Saskatchewan Junior Hockey League

One season ends while another already begins with annual AGM less than two weeks away

By Dave Leaderhouse

The curtain officially fell on the Canadian Junior Hockey League season on the weekend when the Cobourg Cougars edged the Brooks Bandits in the RBC Cup final, but there is little time to rest as preparations for next season are already under way with the Saskatchewan Junior Hockey League’s annual general meeting scheduled for June 1-3 in Nipawin.

SJHL president Bill Chow says there is nothing earth-shattering on the agenda for the AGM, but he did note that the inter-provincial playoff picture will have a different look next spring.

“The Western Canada Cup is no longer,” stated Chow referring to the five-team event that pitted the four western provincial champions and a host team seeking two spots for the RBC Cup. “There were a number of factors in abandoning the format – personally I prefer it – but in the end if it doesn’t make sense it doesn’t make sense.”

The WCC, which had a life span of five years, was initially set up to generate funds not just for the host community, but also to provide financial assistance to the host league’s other franchises. While Estevan held a very successful event in 2016, the other editions were far below expectations which ultimately led to the dissolution of the championship.

Chow indicated the former format where the Saskatchewan and Manitoba champions vied for the Anavet Cup while British Columbia and Alberta battled for the Doyle Cup, with both winners moving on to the RBC Cup, will likely be reinstated.

While that change affects the schedule after the SJHL champion has been crowned, Chow says everything leading up to that should remain intact and from what happened this past season he says he couldn’t be happier.

“We have to give a lot of credit to the coaches and to all of our organizations,” says Chow. “Night-in and night-out it was a battle and because of that it helped the players become better as well.”

“We’re a very competitive league,” added Chow. “For us it is not written in stone as to who is going to win next year while with the other leagues they have a lot of repeat champions.”

The Battlefords North Stars were the clear-cut winners this past season cruising to a second-straight regular-season crown and after being a perfect 12-0 in the playoffs they captured their first SJHL title in 17 years.

That might seem a bit dominant, but the regular season had meaningful games right to the very end, even if it was delayed by a day due to a major storm that enveloped the province in early March.

Chow said that parity is not the only positive gained from this past season as more players earned post-secondary scholarships, Olympic Buildings came on as a division sponsor (along with Viterra and Sherwood) and two players were named CJHL award winners when Adam Dawe from the Notre Dame Hounds claimed the rookie of the year honour while Kristian Stead of the Nipawin Hawks was picked as the top netminder. Both will be moving on to the NCAA Division 1 level next fall with Dawe committed to the University of Maine while Stead will take his talents to the University of Alaska at Anchorage.

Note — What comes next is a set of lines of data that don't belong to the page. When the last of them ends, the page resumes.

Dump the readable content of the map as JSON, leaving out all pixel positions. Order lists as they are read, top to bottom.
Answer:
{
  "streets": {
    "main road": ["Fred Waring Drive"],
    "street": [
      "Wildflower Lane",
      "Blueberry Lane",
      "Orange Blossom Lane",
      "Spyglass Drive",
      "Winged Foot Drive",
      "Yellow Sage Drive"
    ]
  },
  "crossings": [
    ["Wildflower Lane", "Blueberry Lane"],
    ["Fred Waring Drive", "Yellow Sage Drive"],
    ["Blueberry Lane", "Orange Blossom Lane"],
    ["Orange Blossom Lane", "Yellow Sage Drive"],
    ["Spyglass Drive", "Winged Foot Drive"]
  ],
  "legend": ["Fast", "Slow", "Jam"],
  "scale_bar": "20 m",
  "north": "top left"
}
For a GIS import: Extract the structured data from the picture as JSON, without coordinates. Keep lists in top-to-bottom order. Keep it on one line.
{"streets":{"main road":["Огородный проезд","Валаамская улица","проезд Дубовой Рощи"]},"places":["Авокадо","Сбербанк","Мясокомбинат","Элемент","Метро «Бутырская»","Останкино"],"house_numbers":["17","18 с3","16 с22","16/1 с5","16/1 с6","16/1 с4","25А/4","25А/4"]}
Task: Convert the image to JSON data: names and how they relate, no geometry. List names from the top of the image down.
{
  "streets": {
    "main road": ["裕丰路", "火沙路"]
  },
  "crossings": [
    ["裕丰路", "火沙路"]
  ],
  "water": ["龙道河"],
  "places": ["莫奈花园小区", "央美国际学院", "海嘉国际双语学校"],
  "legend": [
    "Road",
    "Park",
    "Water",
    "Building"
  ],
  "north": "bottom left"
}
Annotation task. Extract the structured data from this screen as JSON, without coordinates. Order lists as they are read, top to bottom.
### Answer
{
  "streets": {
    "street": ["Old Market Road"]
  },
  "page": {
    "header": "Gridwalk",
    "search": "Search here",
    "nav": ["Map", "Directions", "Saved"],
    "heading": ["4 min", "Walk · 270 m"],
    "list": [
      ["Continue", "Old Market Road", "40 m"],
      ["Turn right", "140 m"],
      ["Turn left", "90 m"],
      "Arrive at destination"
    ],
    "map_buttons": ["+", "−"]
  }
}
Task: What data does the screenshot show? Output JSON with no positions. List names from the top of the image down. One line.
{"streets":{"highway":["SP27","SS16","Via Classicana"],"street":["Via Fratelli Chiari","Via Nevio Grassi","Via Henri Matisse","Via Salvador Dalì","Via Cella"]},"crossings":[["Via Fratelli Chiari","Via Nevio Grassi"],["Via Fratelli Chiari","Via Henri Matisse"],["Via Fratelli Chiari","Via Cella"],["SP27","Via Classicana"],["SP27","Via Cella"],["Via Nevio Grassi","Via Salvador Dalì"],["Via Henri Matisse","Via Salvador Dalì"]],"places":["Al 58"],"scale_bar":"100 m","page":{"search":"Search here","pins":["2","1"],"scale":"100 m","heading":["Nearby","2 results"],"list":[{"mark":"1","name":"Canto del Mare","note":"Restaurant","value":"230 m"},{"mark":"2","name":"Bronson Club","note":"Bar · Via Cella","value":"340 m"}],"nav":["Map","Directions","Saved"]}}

This past season also saw a third of the teams having new coaches cut their teeth at the Junior A level with Nate Bedford taking over the reins in the Battlefords, Devin Windle assuming the responsibilities in Melville, Casey O’Brien moving up in Yorkton and Evan Vossen taking over for Shawn Martin early in the season in La Ronge.

Chow says the increased competitiveness in the league is reflected by the calibre of coaching that is being attracted to the SJHL.

“We are a developmental league not just for the players,” says Chow. “All organizations are doing a great job in finding good coaches and all of the recent hires show exactly that. All coaches in the league are elevating the level of play to the highest level possible.”

The annual AGM will begin once again with the bantam draft and with that process now being in its third year, Chow says the league is beginning to reap some benefits from the annual lottery of bantam-aged talent.

“There is still some work to do (with the draft), but hopefully we are providing an opportunity for some players to play at the Junior A level,” noted Chow.

Other topics to be glossed over are the annual Showcase, which Chow says will once again be held in Warman at the end of September and discussions on discipline, which Chow says is an education process.

The 2017-18 league schedule will be initiated on the final day of the meetings with a final version to be released sometime in June.

The SJHL has moved into the upper strata of Junior A circuits in the league and Chow says that success is largely due to the great organizations, the amazing fan support and the existence of strong volunteer and sponsorship bases.

The break away from the on-ice action is welcomed at this time of the year, but it won’t be long before the first puck drops to start another exciting and entertaining season. If next year matches or surpasses what took place this past season then everyone involved has reason to be excited for what lies ahead.